4. Maintain Good Physical Security Practices
Maintaining the physical security of company devices issued to remote workers can be challenging. Leaving a device in an unlocked car, or something as simple as leaving a device out in the open at home could lead to a security breach.
Here are some physical security measures to incorporate into your cybersecurity best practices for remote workers:
- The importance of physical security should be emphasized for remote employees, and it should be one of the core pillars of your business’s cybersecurity policy and best practices
- If available, enable the “find my device” setting in case the device is misplaced
- Monitor company-issued device usage to observe any non-work-related activity, or the potential use of a work device by a non-employee
- Instil in remote workers (and all employees) to keep devices on themselves. When not in use, these devices must be stored securely
- Remind all employees to be aware of their surroundings when working in public so that no one can see their screen, and not to leave devices unattended.

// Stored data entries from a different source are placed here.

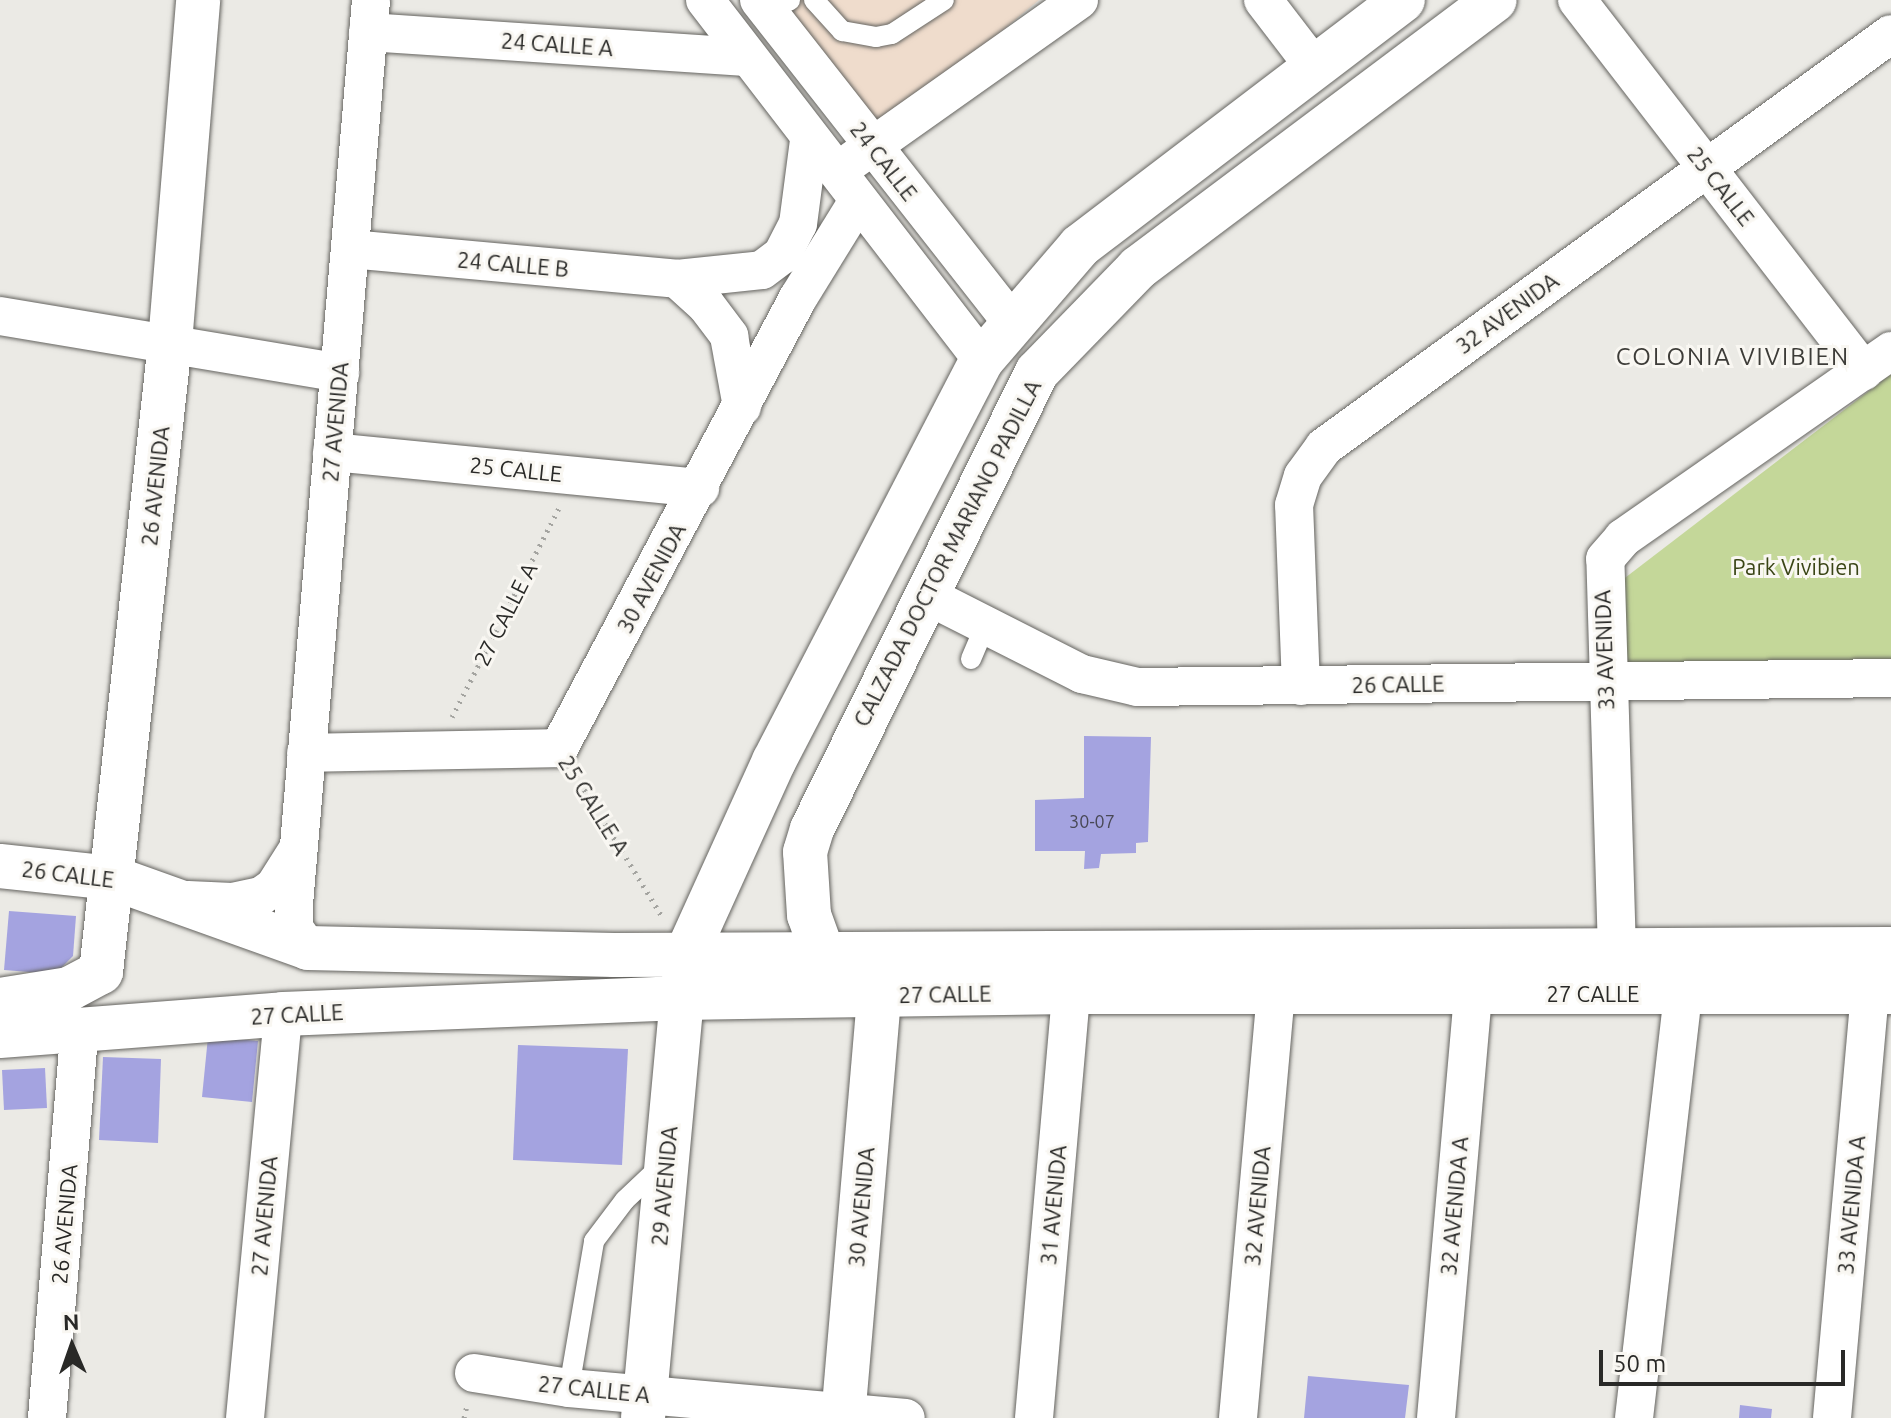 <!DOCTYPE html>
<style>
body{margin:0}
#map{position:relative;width:1891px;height:1418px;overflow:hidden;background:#ebeae5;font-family:Ubuntu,sans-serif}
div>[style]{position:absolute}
.education>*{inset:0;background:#efdccc}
.green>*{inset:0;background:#c4d799}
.building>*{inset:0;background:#a4a3e0}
.path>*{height:5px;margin-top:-2.5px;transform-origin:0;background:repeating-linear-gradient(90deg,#a4a4a0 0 2px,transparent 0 8px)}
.roads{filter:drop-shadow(0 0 2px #656460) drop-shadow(0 0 2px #656460)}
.service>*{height:20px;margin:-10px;padding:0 10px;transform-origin:10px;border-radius:10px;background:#fff}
.minor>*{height:38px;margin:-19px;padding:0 19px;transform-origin:19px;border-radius:19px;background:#fff}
.tertiary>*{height:44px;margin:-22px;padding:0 22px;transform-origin:22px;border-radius:22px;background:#fff}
.secondary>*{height:44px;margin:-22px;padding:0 22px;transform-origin:22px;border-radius:22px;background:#fff}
.primary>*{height:44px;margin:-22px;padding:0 22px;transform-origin:22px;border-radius:22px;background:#fff}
span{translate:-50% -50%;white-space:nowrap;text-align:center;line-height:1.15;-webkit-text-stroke:6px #f9f7f2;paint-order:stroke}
.number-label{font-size:18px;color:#484855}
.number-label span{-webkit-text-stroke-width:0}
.street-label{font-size:22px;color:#292927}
.park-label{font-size:22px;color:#3a4516}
.neighbourhood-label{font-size:24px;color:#3d3c38;letter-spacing:2px}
.north{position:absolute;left:32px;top:1306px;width:80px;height:80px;-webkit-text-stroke:6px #f9f7f2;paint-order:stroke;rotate:358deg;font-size:22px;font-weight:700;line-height:32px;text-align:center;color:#292927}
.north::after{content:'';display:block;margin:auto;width:28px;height:36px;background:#292927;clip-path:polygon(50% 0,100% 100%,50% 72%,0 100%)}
.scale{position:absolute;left:1599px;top:1350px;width:246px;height:36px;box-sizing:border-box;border:4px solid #292927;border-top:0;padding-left:10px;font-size:24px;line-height:28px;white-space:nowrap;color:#292927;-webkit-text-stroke:6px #f9f7f2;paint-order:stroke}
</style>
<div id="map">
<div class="education">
<div style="clip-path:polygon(776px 0,1039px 0,874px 137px)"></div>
</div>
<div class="green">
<div style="clip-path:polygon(1891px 374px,1891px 661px,1620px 663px,1617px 584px)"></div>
</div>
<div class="building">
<div style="clip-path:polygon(1084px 736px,1151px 737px,1148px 842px,1136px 843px,1136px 853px,1101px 854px,1099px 868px,1084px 869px,1085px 851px,1035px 851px,1035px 800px,1084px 798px)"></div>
<div style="clip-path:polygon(9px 911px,76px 916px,73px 956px,55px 974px,4px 970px)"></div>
<div style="clip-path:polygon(208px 1037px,258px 1041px,252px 1102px,202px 1097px)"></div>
<div style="clip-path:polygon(518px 1045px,628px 1049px,622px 1165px,513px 1160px)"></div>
<div style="clip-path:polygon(103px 1057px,161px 1059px,158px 1143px,99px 1140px)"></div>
<div style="clip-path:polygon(45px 1068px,47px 1108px,4px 1110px,2px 1070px)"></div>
<div style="clip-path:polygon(1308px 1376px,1409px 1385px,1405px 1418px,1304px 1418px)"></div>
<div style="clip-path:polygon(1740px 1405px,1772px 1409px,1771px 1418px,1739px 1418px)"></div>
</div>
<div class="path">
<div style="left:452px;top:717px;width:235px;rotate:-62.9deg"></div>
<div style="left:576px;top:776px;width:167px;rotate:58.5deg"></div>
<div style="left:464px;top:1418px;width:13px;rotate:-77deg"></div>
</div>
<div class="roads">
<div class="service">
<div style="left:814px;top:0;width:42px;rotate:47.9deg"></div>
<div style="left:842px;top:31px;width:35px;rotate:10deg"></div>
<div style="left:876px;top:37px;width:16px;rotate:-11deg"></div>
<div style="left:892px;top:34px;width:62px;rotate:-33.2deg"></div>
<div style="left:767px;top:10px;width:25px;rotate:-23deg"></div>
<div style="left:971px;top:659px;width:36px;rotate:-67deg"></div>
<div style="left:569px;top:1388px;width:149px;rotate:-80.3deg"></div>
<div style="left:594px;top:1241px;width:51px;rotate:-52.9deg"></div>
<div style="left:625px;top:1200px;width:51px;rotate:-43.4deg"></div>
</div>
<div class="minor">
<div style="left:705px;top:0;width:454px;rotate:52.4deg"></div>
<div style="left:759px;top:0;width:408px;rotate:51.9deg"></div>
<div style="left:1263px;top:0;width:87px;rotate:52.5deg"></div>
<div style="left:1577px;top:0;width:469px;rotate:52.3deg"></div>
<div style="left:368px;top:32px;width:379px;rotate:3.8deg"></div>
<div style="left:853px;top:160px;width:277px;rotate:-35.3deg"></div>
<div style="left:350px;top:249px;width:328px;rotate:5.2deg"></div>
<div style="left:677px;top:279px;width:85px;rotate:-6deg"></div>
<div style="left:762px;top:270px;width:25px;rotate:-37deg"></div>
<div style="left:782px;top:255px;width:35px;rotate:-63deg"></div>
<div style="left:798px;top:224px;width:84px;rotate:-82.5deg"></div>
<div style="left:677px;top:279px;width:39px;rotate:42deg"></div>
<div style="left:706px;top:305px;width:39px;rotate:53deg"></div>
<div style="left:729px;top:336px;width:72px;rotate:79.6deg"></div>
<div style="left:0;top:316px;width:345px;rotate:9.5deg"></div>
<div style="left:332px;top:452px;width:370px;rotate:5.6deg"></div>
<div style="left:926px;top:595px;width:175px;rotate:26.9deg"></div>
<div style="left:1082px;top:674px;width:57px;rotate:13.3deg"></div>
<div style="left:1137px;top:687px;width:754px;rotate:-0.68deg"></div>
<div style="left:1301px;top:686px;width:181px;rotate:-92.2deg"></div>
<div style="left:1294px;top:505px;width:30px;rotate:-73deg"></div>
<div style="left:1303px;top:476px;width:36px;rotate:-54deg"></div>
<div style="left:1324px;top:447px;width:701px;rotate:-36.07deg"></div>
<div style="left:306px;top:753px;width:253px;rotate:-1.1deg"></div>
<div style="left:559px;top:748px;width:510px;rotate:-62.03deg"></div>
<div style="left:798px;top:298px;width:114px;rotate:-58.3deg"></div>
<div style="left:188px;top:900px;width:44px;rotate:2.6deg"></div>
<div style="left:232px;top:902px;width:30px;rotate:-12deg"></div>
<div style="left:261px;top:896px;width:16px;rotate:-35deg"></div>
<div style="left:274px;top:887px;width:45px;rotate:-57.7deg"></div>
<div style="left:308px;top:948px;width:24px;rotate:-125deg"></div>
<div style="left:294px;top:928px;width:24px;rotate:-90deg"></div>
<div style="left:294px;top:904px;width:907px;rotate:-85.13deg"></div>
<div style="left:1617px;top:952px;width:393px;rotate:-91.7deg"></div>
<div style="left:1605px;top:559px;width:28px;rotate:-49deg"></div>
<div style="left:1623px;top:538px;width:327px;rotate:-34.9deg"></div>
<div style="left:474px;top:1373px;width:96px;rotate:9deg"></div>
<div style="left:569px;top:1388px;width:338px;rotate:5.1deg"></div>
<div style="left:47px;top:1418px;width:390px;rotate:-85.2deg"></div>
<div style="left:245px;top:1418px;width:406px;rotate:-84.6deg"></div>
<div style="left:1034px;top:1418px;width:428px;rotate:-85deg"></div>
<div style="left:1238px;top:1418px;width:426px;rotate:-84.9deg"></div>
<div style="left:1436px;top:1418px;width:425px;rotate:-85deg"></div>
<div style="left:1634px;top:1418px;width:428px;rotate:-83.4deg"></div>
<div style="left:1832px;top:1418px;width:428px;rotate:-84.9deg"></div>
</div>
<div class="tertiary">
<div style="left:0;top:1000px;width:70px;rotate:-9.1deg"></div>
<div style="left:69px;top:989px;width:36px;rotate:-28deg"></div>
<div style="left:101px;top:972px;width:633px;rotate:-83.74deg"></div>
<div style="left:170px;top:343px;width:344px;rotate:-85.3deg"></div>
<div style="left:643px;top:1418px;width:422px;rotate:-84.7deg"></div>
<div style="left:843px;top:1418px;width:424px;rotate:-85.1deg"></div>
</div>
<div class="secondary">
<div style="left:851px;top:976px;width:36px;rotate:-142deg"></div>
<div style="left:823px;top:954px;width:41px;rotate:-109.7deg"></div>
<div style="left:809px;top:915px;width:63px;rotate:-93.6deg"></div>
<div style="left:805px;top:852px;width:24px;rotate:-73deg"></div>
<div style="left:812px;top:829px;width:509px;rotate:-63.79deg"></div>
<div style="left:1037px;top:372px;width:145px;rotate:-45.8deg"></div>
<div style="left:1138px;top:268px;width:446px;rotate:-36.9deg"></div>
<div style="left:683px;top:991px;width:36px;rotate:-85deg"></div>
<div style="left:686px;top:955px;width:213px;rotate:-65.6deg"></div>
<div style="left:774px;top:761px;width:452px;rotate:-62.6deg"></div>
<div style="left:982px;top:360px;width:150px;rotate:-49.3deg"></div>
<div style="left:1080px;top:246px;width:406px;rotate:-37.3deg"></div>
</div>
<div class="primary">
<div style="left:0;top:866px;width:114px;rotate:6.1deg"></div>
<div style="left:113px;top:878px;width:207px;rotate:19.7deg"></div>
<div style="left:308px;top:948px;width:306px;rotate:1.3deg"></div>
<div style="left:614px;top:955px;width:1277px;rotate:-0.27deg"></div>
<div style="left:0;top:1036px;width:284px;rotate:-4.4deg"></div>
<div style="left:283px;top:1014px;width:399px;rotate:-2.3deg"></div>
<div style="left:682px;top:998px;width:389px;rotate:-0.9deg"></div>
<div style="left:1071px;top:992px;width:820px"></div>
</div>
</div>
<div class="number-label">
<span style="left:1092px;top:821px">30-07</span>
</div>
<div class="street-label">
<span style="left:557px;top:44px;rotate:4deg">24 CALLE A</span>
<span style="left:884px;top:161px;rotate:52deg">24 CALLE</span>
<span style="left:1721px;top:186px;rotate:52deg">25 CALLE</span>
<span style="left:513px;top:264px;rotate:5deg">24 CALLE B</span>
<span style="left:1507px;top:313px;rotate:-36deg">32 AVENIDA</span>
<span style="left:335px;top:422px;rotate:-85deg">27 AVENIDA</span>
<span style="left:516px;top:469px;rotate:6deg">25 CALLE</span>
<span style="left:155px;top:486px;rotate:-84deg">26 AVENIDA</span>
<span style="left:947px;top:553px;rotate:-63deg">CALZADA DOCTOR MARIANO PADILLA</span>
<span style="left:651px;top:578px;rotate:-62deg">30 AVENIDA</span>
<span style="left:505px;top:614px;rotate:-63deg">27 CALLE A</span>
<span style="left:1604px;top:650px;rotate:-92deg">33 AVENIDA</span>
<span style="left:1398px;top:684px;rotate:-1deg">26 CALLE</span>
<span style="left:594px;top:805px;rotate:58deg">25 CALLE A</span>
<span style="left:68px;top:874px;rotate:7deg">26 CALLE</span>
<span style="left:945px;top:994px;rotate:-1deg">27 CALLE</span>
<span style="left:1593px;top:994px">27 CALLE</span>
<span style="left:297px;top:1014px;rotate:-3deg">27 CALLE</span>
<span style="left:664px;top:1186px;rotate:-85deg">29 AVENIDA</span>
<span style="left:1053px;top:1205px;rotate:-85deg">31 AVENIDA</span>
<span style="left:1851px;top:1205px;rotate:-85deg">33 AVENIDA A</span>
<span style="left:1257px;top:1206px;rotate:-85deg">32 AVENIDA</span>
<span style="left:1454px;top:1206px;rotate:-85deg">32 AVENIDA A</span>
<span style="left:861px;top:1207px;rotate:-85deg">30 AVENIDA</span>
<span style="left:264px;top:1216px;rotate:-85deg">27 AVENIDA</span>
<span style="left:64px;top:1224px;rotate:-85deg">26 AVENIDA</span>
<span style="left:594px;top:1389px;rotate:6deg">27 CALLE A</span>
</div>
<div class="park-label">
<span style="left:1796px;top:567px">Park Vivibien</span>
</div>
<div class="neighbourhood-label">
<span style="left:1733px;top:357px">COLONIA VIVIBIEN</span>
</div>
<div class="north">N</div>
<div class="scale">50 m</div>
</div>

5. Avoid Using Unidentified USB Drives
In some cases, a cybercriminal may “drop” large capacity USB drives near their targeted company, where an unwitting employee may pick it up. The USB drive is likely to contain malware, which could provide a hacker with unauthorized access to your systems.
Unless you know its source, random USB thumb drives should not be used. If you are unable to verify the source of the USB device, don’t use it.
When you charge your phone at a public charging station, use a USB data blocker. It will protect against malware and prevent data exchange. This USB protection allows you to charge your device without exposing the data pins present in your device. It will ensure that power leads are connected instead of data ones.
Employing Cybersecurity Controls for Remote Workers
Remote working can pose severe cyber security threats for organizations of all sizes. The investment in developing a comprehensive cybersecurity policy for remote and mobile workers is a small price to pay in comparison to the potential costs to the organization in the event of a data breach.
It should be recognized that cybersecurity risks associated with remote working will always be present. However, employing the controls outlined above, and following best practices, will help organizations address the cybersecurity risks and threats that make remote workers particularly susceptible.
Organizations should also take steps to ensure all employees are regularly updated about any potential security vulnerabilities, and how they can recognize and avoid them.
If you’re struggling with developing your own set of cybersecurity best practices, policies and procedures, you should engage with a local IT security provider. They can advise, develop and implement customized policies and procedures, specifically based on your operating model.
Adopting Cybersecurity Best Practices for Remote Working
The widespread adoption of cloud computing has provided businesses with multiple opportunities, including the practice of “working from home.”
Globally, the work-from-home culture has already been adopted by many businesses, and these numbers are expected to grow. Staff working from home can be more productive, prompting employers to consider this option as a permanent feature of their business operating model.
- Ban the use of unsecured connections.
- Use geolocation to restrict the locations from where company networks can be accessed.
- Mandate VPN connections for remote access to work resources, such as files, documents, email.
- Refrain users from accessing personal emails, and files, from work devices.
- Educate employees about cyberattacks and social engineering techniques.
- Make Multi-factor Authentication (MFA) mandatory for your remote employees if they’re accessing critical accounts from outside the office network.
- Deploy a secure backup mechanism. Device encryption and setting a regular backup of daily tasks completed will safeguard you if the users lose their work device.
- Promote the use of secure collaboration tools like Microsoft Teams and G Suite.